How the B&O Railroad Almost Gave Kensington, Maryland its Name

Montgomery County commuters: on your way into Washington, D.C. every morning, have you ever really looked at the stations around you? As the MARC commuter train pulls into Kensington, for example, passengers board and disembark at a historic station that opened in 1891—and has been running ever since! It’s the second-oldest continuously operational railroad station in the country, actually.[1] It’s also the station that gave the area its history and name, albeit a different name than the one we see today.

Modern view of Kensington Station with platform and railroad tracks
Kensington Station was established in 1891 (though under another name) and still operates today as a MARC commuter train station. (Source: Andrew Bossi Laurel, Wikimedia Commons)

In 1873, the Baltimore and Ohio Railroad opened a new branch that connected Washington, D.C. to towns in western Maryland, like Frederick and Hagerstown. The Metropolitan Branch ran from downtown D.C. through Montgomery County—which, at the time, was almost completely rural. In addition to a few “summer cottages” owned by rich Washingtonians, there were farms, general stores, and a couple of service stations along the local highways.[2] Safe to say that, when the railroad tracks came through the area, the farmland became a lot more valuable. The capital district was expanding.

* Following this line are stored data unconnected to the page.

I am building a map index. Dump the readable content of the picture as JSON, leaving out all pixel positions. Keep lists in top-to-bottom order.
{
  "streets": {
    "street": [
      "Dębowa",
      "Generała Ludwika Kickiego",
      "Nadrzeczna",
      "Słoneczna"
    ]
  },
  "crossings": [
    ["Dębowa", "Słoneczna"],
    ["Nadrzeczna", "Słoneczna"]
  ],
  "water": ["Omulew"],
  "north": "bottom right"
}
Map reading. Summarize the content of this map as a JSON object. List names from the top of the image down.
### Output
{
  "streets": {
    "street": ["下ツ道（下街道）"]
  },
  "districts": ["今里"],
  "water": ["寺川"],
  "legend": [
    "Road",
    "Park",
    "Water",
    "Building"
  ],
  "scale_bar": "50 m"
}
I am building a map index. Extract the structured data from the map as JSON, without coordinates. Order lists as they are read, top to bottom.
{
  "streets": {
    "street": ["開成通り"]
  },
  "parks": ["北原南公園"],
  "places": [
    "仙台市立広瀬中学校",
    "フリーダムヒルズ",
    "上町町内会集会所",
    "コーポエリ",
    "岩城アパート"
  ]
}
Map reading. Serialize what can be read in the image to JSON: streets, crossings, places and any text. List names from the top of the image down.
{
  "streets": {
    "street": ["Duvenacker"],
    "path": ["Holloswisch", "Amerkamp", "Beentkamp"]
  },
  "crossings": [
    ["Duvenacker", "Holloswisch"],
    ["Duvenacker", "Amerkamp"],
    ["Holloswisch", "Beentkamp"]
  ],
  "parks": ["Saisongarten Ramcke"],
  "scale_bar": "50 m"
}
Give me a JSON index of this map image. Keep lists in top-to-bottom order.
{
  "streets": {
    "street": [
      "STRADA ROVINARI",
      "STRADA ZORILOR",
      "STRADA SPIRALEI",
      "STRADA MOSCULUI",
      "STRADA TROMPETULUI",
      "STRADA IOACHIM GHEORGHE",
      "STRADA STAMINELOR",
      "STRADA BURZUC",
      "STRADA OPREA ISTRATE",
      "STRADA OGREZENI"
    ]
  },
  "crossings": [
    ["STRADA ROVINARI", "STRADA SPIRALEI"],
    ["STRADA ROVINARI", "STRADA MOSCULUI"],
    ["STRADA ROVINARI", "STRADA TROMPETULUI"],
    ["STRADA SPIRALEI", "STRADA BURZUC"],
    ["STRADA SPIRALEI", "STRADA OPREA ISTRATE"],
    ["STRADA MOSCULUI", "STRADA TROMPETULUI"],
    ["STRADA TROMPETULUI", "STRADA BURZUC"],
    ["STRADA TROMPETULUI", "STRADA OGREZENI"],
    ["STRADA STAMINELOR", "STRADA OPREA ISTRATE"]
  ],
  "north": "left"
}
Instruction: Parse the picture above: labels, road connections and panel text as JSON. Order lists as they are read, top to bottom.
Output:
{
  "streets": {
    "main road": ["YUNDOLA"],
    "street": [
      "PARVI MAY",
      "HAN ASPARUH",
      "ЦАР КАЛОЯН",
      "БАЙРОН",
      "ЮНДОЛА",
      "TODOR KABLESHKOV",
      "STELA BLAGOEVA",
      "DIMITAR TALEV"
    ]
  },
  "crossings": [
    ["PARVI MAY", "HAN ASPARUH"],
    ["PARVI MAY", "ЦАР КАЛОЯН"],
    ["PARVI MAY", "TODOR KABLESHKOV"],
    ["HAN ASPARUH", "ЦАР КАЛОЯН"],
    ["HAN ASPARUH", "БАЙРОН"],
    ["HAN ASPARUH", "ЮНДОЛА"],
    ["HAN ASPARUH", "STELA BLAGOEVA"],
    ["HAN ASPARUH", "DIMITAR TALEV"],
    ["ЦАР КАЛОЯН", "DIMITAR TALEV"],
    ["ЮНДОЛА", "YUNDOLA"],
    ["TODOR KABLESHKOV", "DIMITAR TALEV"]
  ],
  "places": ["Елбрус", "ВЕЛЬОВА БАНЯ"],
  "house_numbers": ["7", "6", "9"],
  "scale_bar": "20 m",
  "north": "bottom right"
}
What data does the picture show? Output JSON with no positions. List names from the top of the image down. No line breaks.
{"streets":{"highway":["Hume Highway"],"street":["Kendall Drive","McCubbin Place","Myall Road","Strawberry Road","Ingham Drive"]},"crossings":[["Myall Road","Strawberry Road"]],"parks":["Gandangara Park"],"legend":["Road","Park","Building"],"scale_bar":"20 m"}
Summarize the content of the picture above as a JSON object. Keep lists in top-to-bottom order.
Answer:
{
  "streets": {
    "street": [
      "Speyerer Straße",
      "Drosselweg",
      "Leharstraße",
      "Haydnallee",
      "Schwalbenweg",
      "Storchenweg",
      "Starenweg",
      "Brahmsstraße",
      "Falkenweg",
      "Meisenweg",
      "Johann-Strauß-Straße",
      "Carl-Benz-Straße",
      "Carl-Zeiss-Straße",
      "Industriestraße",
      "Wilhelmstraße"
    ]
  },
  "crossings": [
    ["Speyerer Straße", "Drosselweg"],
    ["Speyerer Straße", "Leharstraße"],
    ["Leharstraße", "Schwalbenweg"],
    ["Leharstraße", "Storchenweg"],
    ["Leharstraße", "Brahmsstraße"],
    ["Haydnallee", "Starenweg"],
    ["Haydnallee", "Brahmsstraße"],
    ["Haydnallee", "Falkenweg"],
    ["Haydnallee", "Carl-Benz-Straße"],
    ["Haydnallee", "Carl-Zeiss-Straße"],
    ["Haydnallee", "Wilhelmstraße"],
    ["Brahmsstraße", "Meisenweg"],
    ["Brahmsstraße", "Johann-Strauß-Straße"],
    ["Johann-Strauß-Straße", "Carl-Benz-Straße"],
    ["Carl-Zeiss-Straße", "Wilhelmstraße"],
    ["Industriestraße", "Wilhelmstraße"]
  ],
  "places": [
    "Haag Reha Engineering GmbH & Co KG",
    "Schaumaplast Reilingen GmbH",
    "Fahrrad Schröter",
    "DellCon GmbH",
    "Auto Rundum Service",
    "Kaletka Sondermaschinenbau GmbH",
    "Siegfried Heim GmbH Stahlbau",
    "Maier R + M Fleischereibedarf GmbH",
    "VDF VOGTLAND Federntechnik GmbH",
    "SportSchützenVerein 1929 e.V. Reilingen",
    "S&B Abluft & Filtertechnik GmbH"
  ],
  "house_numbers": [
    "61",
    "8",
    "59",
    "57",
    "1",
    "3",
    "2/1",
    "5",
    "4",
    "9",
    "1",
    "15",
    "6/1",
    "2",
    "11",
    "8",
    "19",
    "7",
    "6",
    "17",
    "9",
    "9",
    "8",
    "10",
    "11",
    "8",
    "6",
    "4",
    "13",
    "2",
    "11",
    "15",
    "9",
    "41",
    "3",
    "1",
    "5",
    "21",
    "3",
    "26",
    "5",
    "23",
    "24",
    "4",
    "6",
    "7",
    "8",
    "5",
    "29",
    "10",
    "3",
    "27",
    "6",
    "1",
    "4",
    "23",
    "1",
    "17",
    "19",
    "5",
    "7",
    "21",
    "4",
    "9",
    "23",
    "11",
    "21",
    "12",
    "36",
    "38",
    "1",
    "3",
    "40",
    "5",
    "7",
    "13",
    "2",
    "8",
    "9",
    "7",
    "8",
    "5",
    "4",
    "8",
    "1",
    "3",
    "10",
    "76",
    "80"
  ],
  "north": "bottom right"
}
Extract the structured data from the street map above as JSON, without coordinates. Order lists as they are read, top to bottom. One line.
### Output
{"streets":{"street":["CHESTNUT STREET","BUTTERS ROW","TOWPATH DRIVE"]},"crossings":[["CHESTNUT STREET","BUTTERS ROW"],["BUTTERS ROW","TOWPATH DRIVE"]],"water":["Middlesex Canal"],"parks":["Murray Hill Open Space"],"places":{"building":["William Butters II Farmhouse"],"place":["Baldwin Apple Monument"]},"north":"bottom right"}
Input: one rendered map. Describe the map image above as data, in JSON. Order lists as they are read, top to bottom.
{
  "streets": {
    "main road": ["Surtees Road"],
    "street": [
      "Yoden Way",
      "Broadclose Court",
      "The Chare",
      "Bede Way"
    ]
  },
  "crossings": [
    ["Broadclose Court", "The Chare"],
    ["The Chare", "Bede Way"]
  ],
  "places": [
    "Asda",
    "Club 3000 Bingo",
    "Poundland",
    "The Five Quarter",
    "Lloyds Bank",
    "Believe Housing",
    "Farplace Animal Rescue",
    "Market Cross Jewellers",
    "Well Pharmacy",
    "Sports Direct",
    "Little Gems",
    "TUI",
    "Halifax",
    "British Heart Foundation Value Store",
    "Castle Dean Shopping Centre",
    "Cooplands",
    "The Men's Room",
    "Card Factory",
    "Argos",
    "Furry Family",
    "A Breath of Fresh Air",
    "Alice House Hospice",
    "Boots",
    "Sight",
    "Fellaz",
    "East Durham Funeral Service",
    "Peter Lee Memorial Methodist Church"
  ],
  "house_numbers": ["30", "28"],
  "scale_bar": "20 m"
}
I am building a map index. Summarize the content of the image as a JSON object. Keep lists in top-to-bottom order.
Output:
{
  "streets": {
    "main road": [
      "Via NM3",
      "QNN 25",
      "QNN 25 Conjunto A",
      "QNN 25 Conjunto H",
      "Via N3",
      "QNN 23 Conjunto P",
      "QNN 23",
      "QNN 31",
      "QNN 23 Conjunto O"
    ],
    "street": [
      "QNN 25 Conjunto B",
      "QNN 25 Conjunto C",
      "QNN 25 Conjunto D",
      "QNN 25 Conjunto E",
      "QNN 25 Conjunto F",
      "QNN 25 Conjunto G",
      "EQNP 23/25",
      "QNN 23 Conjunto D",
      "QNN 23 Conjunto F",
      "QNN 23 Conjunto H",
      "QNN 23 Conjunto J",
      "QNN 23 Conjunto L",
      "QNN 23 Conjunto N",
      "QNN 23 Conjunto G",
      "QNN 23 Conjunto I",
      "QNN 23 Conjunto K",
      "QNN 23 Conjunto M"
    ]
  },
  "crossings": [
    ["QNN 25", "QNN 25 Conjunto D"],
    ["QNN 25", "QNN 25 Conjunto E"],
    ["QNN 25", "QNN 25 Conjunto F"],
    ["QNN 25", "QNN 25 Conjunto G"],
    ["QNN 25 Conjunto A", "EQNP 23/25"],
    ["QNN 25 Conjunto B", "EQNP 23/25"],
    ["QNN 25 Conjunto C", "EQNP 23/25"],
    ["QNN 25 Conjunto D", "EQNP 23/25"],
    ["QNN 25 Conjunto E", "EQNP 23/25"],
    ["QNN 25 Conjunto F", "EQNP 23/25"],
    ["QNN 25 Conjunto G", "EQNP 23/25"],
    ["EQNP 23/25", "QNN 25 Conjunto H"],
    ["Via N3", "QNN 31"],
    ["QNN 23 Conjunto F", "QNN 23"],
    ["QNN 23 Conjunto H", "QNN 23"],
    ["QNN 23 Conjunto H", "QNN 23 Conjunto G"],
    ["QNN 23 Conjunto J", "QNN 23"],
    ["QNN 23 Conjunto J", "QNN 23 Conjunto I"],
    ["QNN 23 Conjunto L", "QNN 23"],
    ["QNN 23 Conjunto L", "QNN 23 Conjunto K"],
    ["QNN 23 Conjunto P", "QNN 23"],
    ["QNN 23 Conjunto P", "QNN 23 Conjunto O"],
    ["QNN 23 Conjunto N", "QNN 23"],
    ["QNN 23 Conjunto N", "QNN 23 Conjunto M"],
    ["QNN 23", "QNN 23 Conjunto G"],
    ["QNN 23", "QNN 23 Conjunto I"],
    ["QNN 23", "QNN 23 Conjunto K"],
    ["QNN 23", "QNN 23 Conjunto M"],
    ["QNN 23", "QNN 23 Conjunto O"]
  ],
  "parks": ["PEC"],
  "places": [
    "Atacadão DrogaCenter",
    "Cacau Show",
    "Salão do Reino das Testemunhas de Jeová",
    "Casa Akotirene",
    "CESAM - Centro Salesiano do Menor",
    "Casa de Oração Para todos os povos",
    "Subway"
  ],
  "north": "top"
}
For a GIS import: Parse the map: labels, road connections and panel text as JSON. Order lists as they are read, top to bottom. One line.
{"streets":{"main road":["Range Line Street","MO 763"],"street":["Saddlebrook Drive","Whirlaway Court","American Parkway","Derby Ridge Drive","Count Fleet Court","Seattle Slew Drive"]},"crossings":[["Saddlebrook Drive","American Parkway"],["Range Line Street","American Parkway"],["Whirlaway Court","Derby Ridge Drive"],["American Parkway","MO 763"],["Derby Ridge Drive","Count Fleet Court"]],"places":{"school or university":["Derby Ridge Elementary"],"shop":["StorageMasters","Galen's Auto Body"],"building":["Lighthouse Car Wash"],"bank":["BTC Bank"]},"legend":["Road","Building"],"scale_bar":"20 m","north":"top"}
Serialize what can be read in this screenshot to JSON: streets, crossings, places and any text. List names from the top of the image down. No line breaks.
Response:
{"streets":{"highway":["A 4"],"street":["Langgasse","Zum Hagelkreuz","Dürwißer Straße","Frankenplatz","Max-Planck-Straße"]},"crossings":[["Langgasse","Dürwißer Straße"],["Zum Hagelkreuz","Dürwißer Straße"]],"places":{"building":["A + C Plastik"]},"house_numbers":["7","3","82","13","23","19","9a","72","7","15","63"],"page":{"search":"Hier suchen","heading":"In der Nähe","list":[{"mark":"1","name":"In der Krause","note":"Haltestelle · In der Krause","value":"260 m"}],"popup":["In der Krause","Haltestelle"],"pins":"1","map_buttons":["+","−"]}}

Though there weren’t many people living there yet, a station was erected in the area in 1891. It served the cluster of shops, houses, and other buildings that had sprung up along the old Bethesda-Bladensburg Road and Rockville Pike throughout the nineteenth century.[3] Needing a name for this station in the middle of nowhere, the railroad company gave a nod to the Knowles family, whose farmland surrounded the station and tracks. Thus, “Knowles Station” was born.

Shortly after the introduction of the railroad, Knowles Station started to boom into a proper little town. The 1890s saw the beginning of suburban development in the D.C. area. The prevalent belief that the “countryside” was healthier and cooler in the summertime attracted wealthy and middle-class Washingtonians to the outskirts of town, where they established summer residences that were still within reasonable distance of their jobs. The local railroad station meant that Knowles Station was now open for this kind of development. Upon the deaths of the Knowles landowners, their 220-acre farm was divided into several lots and sold off to developers, all of whom saw the potential in this little hamlet and scrambled to get a piece of valuable land.[4]

One of these developers was Brainard Warner, who operated a successful real estate, construction, and financing company in D.C. In 1892, he purchased a large parcel of farmland just south of Knowles Station and built an impressive summer mansion for his family.[5] The Warner Manor—which still stands in historic Kensington—was built to reflect Warner’s idealistic view of life outside the city. The traditional English architecture, planned gardens, and rolling green spaces communicated Warner’s vision of an oasis mere miles from the hot and crowded national capital. He was convinced that, if he enjoyed his property that much, other people would, too.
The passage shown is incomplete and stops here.